DATASET EXTRACT
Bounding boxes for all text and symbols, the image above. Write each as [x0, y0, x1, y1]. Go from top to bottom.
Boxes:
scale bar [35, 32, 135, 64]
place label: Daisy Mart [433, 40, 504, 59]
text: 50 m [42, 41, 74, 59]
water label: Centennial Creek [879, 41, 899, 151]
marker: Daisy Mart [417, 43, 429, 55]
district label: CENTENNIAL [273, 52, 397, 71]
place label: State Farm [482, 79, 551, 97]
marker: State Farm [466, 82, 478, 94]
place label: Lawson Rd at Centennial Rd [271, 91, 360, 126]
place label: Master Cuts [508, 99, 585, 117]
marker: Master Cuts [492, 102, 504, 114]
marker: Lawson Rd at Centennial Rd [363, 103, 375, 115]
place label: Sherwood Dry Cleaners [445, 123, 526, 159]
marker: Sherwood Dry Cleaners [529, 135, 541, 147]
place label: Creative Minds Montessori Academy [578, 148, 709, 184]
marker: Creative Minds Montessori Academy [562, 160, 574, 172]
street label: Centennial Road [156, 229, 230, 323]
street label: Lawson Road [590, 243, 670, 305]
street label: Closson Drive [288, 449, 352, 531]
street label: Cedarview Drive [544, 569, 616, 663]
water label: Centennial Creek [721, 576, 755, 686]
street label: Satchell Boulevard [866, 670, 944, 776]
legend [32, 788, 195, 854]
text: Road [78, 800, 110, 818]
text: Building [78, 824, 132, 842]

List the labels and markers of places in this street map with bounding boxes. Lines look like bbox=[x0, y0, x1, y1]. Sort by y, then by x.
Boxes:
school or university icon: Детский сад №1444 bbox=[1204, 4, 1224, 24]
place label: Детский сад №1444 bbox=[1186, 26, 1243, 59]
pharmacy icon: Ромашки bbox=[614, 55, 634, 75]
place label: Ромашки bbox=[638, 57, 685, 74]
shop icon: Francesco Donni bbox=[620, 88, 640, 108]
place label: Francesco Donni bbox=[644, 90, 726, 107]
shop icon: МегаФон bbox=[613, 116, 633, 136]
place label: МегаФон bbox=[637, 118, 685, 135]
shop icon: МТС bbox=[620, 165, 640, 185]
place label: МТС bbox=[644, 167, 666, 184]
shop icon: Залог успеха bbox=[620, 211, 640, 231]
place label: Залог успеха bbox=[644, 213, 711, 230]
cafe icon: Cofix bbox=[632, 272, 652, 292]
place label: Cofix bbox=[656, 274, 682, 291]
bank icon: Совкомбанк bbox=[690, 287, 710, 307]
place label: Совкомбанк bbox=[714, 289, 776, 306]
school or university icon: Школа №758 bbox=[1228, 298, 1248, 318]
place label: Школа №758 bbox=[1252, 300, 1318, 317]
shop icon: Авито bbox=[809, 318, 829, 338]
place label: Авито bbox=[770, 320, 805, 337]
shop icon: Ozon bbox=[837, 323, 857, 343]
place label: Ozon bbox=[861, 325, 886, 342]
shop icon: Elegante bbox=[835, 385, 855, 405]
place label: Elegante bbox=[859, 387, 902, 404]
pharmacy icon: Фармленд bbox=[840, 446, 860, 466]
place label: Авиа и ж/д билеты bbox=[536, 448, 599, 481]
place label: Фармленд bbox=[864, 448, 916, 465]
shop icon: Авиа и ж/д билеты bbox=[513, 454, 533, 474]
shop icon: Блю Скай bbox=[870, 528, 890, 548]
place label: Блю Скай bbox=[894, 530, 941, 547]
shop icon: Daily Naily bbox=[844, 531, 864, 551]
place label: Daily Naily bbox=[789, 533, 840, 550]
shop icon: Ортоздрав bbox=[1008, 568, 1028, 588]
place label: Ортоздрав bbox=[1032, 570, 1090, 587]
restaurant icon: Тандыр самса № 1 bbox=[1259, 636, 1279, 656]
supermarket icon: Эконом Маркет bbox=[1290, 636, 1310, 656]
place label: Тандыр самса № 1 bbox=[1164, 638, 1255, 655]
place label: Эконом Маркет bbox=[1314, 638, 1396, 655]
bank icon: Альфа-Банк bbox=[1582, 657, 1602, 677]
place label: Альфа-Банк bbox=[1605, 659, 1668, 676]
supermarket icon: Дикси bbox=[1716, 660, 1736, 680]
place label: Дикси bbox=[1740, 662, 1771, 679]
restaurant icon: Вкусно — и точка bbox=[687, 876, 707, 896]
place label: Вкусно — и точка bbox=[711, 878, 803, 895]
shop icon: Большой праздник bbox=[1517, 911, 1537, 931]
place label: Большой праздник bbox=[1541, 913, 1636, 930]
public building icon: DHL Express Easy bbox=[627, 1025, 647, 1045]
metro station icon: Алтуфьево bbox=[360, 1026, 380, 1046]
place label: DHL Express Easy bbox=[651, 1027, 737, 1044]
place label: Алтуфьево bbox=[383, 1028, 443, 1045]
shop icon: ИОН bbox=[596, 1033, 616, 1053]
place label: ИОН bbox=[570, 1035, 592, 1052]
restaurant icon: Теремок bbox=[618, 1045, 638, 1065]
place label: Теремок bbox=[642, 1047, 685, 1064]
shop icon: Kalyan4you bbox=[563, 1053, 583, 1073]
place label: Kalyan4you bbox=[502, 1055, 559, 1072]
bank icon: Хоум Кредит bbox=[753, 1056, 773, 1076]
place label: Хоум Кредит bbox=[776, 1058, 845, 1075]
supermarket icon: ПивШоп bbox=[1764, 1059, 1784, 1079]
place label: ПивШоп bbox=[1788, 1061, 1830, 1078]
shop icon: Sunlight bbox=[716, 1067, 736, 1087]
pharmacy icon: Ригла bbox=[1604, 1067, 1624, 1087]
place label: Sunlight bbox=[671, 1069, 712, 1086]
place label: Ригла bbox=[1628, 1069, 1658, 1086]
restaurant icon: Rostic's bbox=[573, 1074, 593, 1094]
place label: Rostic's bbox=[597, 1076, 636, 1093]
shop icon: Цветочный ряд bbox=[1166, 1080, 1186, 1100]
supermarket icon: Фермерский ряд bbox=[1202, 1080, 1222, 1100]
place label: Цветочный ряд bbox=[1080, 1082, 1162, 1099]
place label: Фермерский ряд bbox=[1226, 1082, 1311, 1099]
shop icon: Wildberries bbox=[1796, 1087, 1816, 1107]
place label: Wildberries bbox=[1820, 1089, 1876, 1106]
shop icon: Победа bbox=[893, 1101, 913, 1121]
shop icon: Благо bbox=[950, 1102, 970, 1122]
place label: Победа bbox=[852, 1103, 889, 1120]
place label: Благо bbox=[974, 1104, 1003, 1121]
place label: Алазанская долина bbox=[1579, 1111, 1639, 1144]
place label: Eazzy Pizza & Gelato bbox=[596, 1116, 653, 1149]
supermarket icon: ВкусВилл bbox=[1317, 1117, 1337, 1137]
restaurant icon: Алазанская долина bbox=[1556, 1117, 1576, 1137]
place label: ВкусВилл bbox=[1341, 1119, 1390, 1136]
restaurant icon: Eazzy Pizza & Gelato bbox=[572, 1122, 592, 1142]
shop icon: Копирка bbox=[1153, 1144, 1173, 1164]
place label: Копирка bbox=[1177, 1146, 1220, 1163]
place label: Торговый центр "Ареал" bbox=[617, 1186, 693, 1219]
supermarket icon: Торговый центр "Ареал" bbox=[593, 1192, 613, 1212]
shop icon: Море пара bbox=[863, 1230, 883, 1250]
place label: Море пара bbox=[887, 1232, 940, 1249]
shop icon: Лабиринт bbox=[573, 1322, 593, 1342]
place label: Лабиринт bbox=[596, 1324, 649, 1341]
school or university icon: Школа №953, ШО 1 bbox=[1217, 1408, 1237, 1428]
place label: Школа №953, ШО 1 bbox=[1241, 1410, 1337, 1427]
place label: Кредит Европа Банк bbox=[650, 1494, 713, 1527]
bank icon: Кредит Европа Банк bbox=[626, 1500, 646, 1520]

THE PROBLEM
From the first line to the last, retype the data exactly.

ANSWER TO THE PROBLEM
Bounding boxes for all text and symbols, the image above. Write each as [x0, y0, x1, y1]. Go from top to bottom.
Boxes:
scale bar [35, 32, 135, 64]
place label: Daisy Mart [433, 40, 504, 59]
text: 50 m [42, 41, 74, 59]
water label: Centennial Creek [879, 41, 899, 151]
marker: Daisy Mart [417, 43, 429, 55]
district label: CENTENNIAL [273, 52, 397, 71]
place label: State Farm [482, 79, 551, 97]
marker: State Farm [466, 82, 478, 94]
place label: Lawson Rd at Centennial Rd [271, 91, 360, 126]
place label: Master Cuts [508, 99, 585, 117]
marker: Master Cuts [492, 102, 504, 114]
marker: Lawson Rd at Centennial Rd [363, 103, 375, 115]
place label: Sherwood Dry Cleaners [445, 123, 526, 159]
marker: Sherwood Dry Cleaners [529, 135, 541, 147]
place label: Creative Minds Montessori Academy [578, 148, 709, 184]
marker: Creative Minds Montessori Academy [562, 160, 574, 172]
street label: Centennial Road [156, 229, 230, 323]
street label: Lawson Road [590, 243, 670, 305]
street label: Closson Drive [288, 449, 352, 531]
street label: Cedarview Drive [544, 569, 616, 663]
water label: Centennial Creek [721, 576, 755, 686]
street label: Satchell Boulevard [866, 670, 944, 776]
legend [32, 788, 195, 854]
text: Road [78, 800, 110, 818]
text: Building [78, 824, 132, 842]

List the labels and markers of places in this street map with bounding boxes. Lines look like bbox=[x0, y0, x1, y1]. Sort by y, then by x.
Boxes:
school or university icon: Детский сад №1444 bbox=[1204, 4, 1224, 24]
place label: Детский сад №1444 bbox=[1186, 26, 1243, 59]
pharmacy icon: Ромашки bbox=[614, 55, 634, 75]
place label: Ромашки bbox=[638, 57, 685, 74]
shop icon: Francesco Donni bbox=[620, 88, 640, 108]
place label: Francesco Donni bbox=[644, 90, 726, 107]
shop icon: МегаФон bbox=[613, 116, 633, 136]
place label: МегаФон bbox=[637, 118, 685, 135]
shop icon: МТС bbox=[620, 165, 640, 185]
place label: МТС bbox=[644, 167, 666, 184]
shop icon: Залог успеха bbox=[620, 211, 640, 231]
place label: Залог успеха bbox=[644, 213, 711, 230]
cafe icon: Cofix bbox=[632, 272, 652, 292]
place label: Cofix bbox=[656, 274, 682, 291]
bank icon: Совкомбанк bbox=[690, 287, 710, 307]
place label: Совкомбанк bbox=[714, 289, 776, 306]
school or university icon: Школа №758 bbox=[1228, 298, 1248, 318]
place label: Школа №758 bbox=[1252, 300, 1318, 317]
shop icon: Авито bbox=[809, 318, 829, 338]
place label: Авито bbox=[770, 320, 805, 337]
shop icon: Ozon bbox=[837, 323, 857, 343]
place label: Ozon bbox=[861, 325, 886, 342]
shop icon: Elegante bbox=[835, 385, 855, 405]
place label: Elegante bbox=[859, 387, 902, 404]
pharmacy icon: Фармленд bbox=[840, 446, 860, 466]
place label: Авиа и ж/д билеты bbox=[536, 448, 599, 481]
place label: Фармленд bbox=[864, 448, 916, 465]
shop icon: Авиа и ж/д билеты bbox=[513, 454, 533, 474]
shop icon: Блю Скай bbox=[870, 528, 890, 548]
place label: Блю Скай bbox=[894, 530, 941, 547]
shop icon: Daily Naily bbox=[844, 531, 864, 551]
place label: Daily Naily bbox=[789, 533, 840, 550]
shop icon: Ортоздрав bbox=[1008, 568, 1028, 588]
place label: Ортоздрав bbox=[1032, 570, 1090, 587]
restaurant icon: Тандыр самса № 1 bbox=[1259, 636, 1279, 656]
supermarket icon: Эконом Маркет bbox=[1290, 636, 1310, 656]
place label: Тандыр самса № 1 bbox=[1164, 638, 1255, 655]
place label: Эконом Маркет bbox=[1314, 638, 1396, 655]
bank icon: Альфа-Банк bbox=[1582, 657, 1602, 677]
place label: Альфа-Банк bbox=[1605, 659, 1668, 676]
supermarket icon: Дикси bbox=[1716, 660, 1736, 680]
place label: Дикси bbox=[1740, 662, 1771, 679]
restaurant icon: Вкусно — и точка bbox=[687, 876, 707, 896]
place label: Вкусно — и точка bbox=[711, 878, 803, 895]
shop icon: Большой праздник bbox=[1517, 911, 1537, 931]
place label: Большой праздник bbox=[1541, 913, 1636, 930]
public building icon: DHL Express Easy bbox=[627, 1025, 647, 1045]
metro station icon: Алтуфьево bbox=[360, 1026, 380, 1046]
place label: DHL Express Easy bbox=[651, 1027, 737, 1044]
place label: Алтуфьево bbox=[383, 1028, 443, 1045]
shop icon: ИОН bbox=[596, 1033, 616, 1053]
place label: ИОН bbox=[570, 1035, 592, 1052]
restaurant icon: Теремок bbox=[618, 1045, 638, 1065]
place label: Теремок bbox=[642, 1047, 685, 1064]
shop icon: Kalyan4you bbox=[563, 1053, 583, 1073]
place label: Kalyan4you bbox=[502, 1055, 559, 1072]
bank icon: Хоум Кредит bbox=[753, 1056, 773, 1076]
place label: Хоум Кредит bbox=[776, 1058, 845, 1075]
supermarket icon: ПивШоп bbox=[1764, 1059, 1784, 1079]
place label: ПивШоп bbox=[1788, 1061, 1830, 1078]
shop icon: Sunlight bbox=[716, 1067, 736, 1087]
pharmacy icon: Ригла bbox=[1604, 1067, 1624, 1087]
place label: Sunlight bbox=[671, 1069, 712, 1086]
place label: Ригла bbox=[1628, 1069, 1658, 1086]
restaurant icon: Rostic's bbox=[573, 1074, 593, 1094]
place label: Rostic's bbox=[597, 1076, 636, 1093]
shop icon: Цветочный ряд bbox=[1166, 1080, 1186, 1100]
supermarket icon: Фермерский ряд bbox=[1202, 1080, 1222, 1100]
place label: Цветочный ряд bbox=[1080, 1082, 1162, 1099]
place label: Фермерский ряд bbox=[1226, 1082, 1311, 1099]
shop icon: Wildberries bbox=[1796, 1087, 1816, 1107]
place label: Wildberries bbox=[1820, 1089, 1876, 1106]
shop icon: Победа bbox=[893, 1101, 913, 1121]
shop icon: Благо bbox=[950, 1102, 970, 1122]
place label: Победа bbox=[852, 1103, 889, 1120]
place label: Благо bbox=[974, 1104, 1003, 1121]
place label: Алазанская долина bbox=[1579, 1111, 1639, 1144]
place label: Eazzy Pizza & Gelato bbox=[596, 1116, 653, 1149]
supermarket icon: ВкусВилл bbox=[1317, 1117, 1337, 1137]
restaurant icon: Алазанская долина bbox=[1556, 1117, 1576, 1137]
place label: ВкусВилл bbox=[1341, 1119, 1390, 1136]
restaurant icon: Eazzy Pizza & Gelato bbox=[572, 1122, 592, 1142]
shop icon: Копирка bbox=[1153, 1144, 1173, 1164]
place label: Копирка bbox=[1177, 1146, 1220, 1163]
place label: Торговый центр "Ареал" bbox=[617, 1186, 693, 1219]
supermarket icon: Торговый центр "Ареал" bbox=[593, 1192, 613, 1212]
shop icon: Море пара bbox=[863, 1230, 883, 1250]
place label: Море пара bbox=[887, 1232, 940, 1249]
shop icon: Лабиринт bbox=[573, 1322, 593, 1342]
place label: Лабиринт bbox=[596, 1324, 649, 1341]
school or university icon: Школа №953, ШО 1 bbox=[1217, 1408, 1237, 1428]
place label: Школа №953, ШО 1 bbox=[1241, 1410, 1337, 1427]
place label: Кредит Европа Банк bbox=[650, 1494, 713, 1527]
bank icon: Кредит Европа Банк bbox=[626, 1500, 646, 1520]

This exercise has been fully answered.